You have to escape the * with a \ in order for the shell to ignore it and pass it on to the pkg_* command.

The correct usage, though, is to use -x, which tells the pkg_* tools to do a search for that term:  `# pkg_delete -x libXau`


----------



## phoenix (Aug 18, 2009)

tekkitan said:
			
		

> I am having a similar issue with libintl.so.6, but I am trying to run apache. I manually compile my apache1.3.41 and php5.2.10, and have done so.
> 
> This all started when I did a portmaster upgrade.



Don't do that (mix ports with manual compiles).  If you had installed everything via the ports tree, this would have been fixed by portmaster recompiling apache and php when libintl was updated.  Now you will have to manually recompile Apache and PHP, and hope you remember which settings you used, to keep things working.


----------



## phoenix (Aug 18, 2009)

DarkenedReality said:
			
		

> I'm just going to reformat and re-install (my servers been down for far too long; though the question of "why?" will still haunt me for awhile). Thanks Mel for all your help. Hopefully this doesn't repeat itself.

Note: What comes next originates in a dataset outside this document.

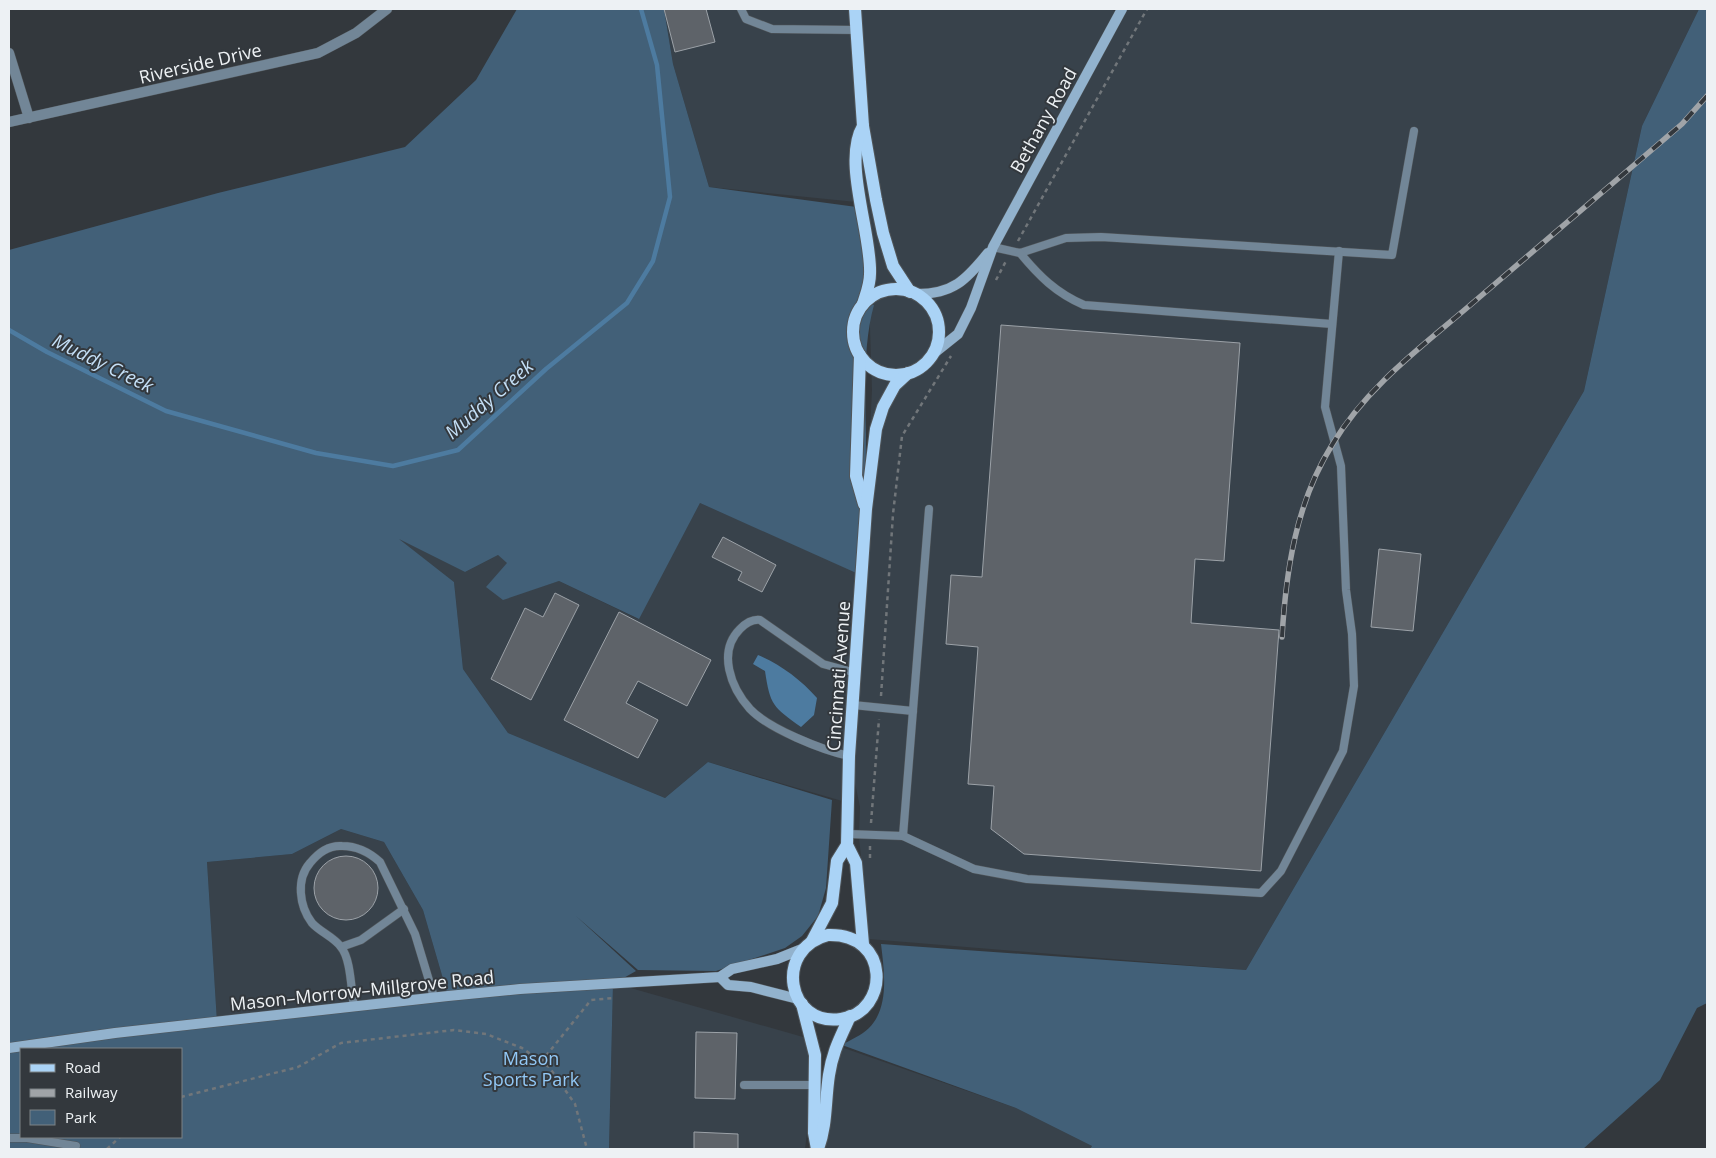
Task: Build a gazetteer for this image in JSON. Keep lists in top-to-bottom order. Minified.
{"streets":{"main road":["Cincinnati Avenue"],"street":["Riverside Drive","Bethany Road","Mason–Morrow–Millgrove Road"]},"crossings":[["Bethany Road","Cincinnati Avenue"],["Cincinnati Avenue","Mason–Morrow–Millgrove Road"]],"water":["Muddy Creek"],"parks":["Mason Sports Park"],"legend":["Road","Railway","Park"]}
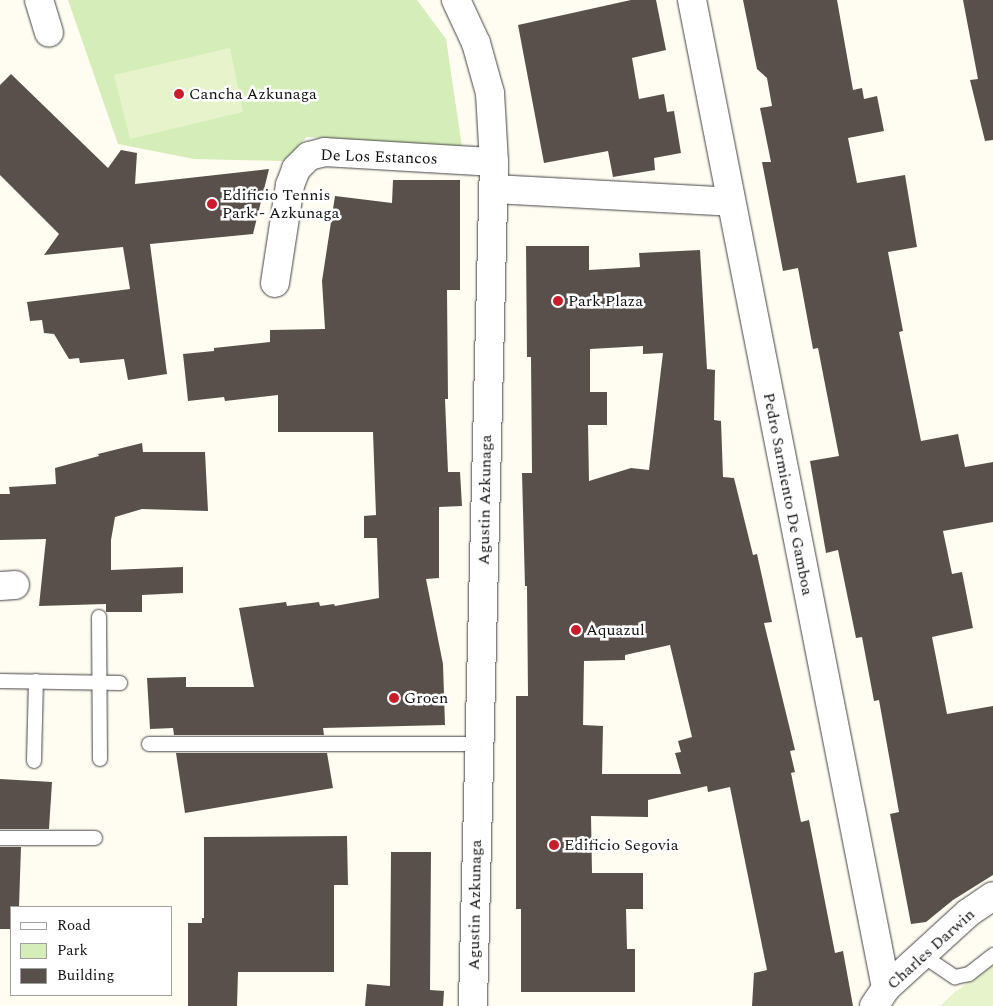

If you haven't done this yet, one other thing to try would be to change the shell for your non-root user to be /bin/tcsh, the same as root.  And then see if things are working or not.  I think it's just that your shell is corrupt due to the upgrades of dependent libs.


----------



## tekkitan (Aug 19, 2009)

phoenix said:
			
		

> Don't do that (mix ports with manual compiles).  If you had installed everything via the ports tree, this would have been fixed by portmaster recompiling apache and php when libintl was updated.  Now you will have to manually recompile Apache and PHP, and hope you remember which settings you used, to keep things working.



I did recompile both. Still seeing the same issue. I know you aren't supposed to mix ports and manual compiles, unless you know what you are doing. This is the first time I've done a portmaster upgrade since... well ever. Figured something would break. 

apache and php are fine now since I modulized php5, but some other things are still seeing an issue. I guess I have a lot more recompiling to do. I believe imagemagik to be having an issue because when I edit an image in my php gallery, it completely breaks the image. That is interesting because it is a port, not manually compiled. I should also mention that this broke bash as well, which I had to boot into single user mode over a serial console and rebuild bash because I couldn't log in. Not sure I'll be doing a portmaster upgrade again if it is going to break ports.


----------



## SirDice (Aug 19, 2009)

tekkitan said:
			
		

> Not sure I'll be doing a portmaster upgrade again if it is going to break ports.


It normally doesn't but it is advised to read /usr/ports/UPDATING before starting. Sometimes ports need to be upgraded in a certain order.


----------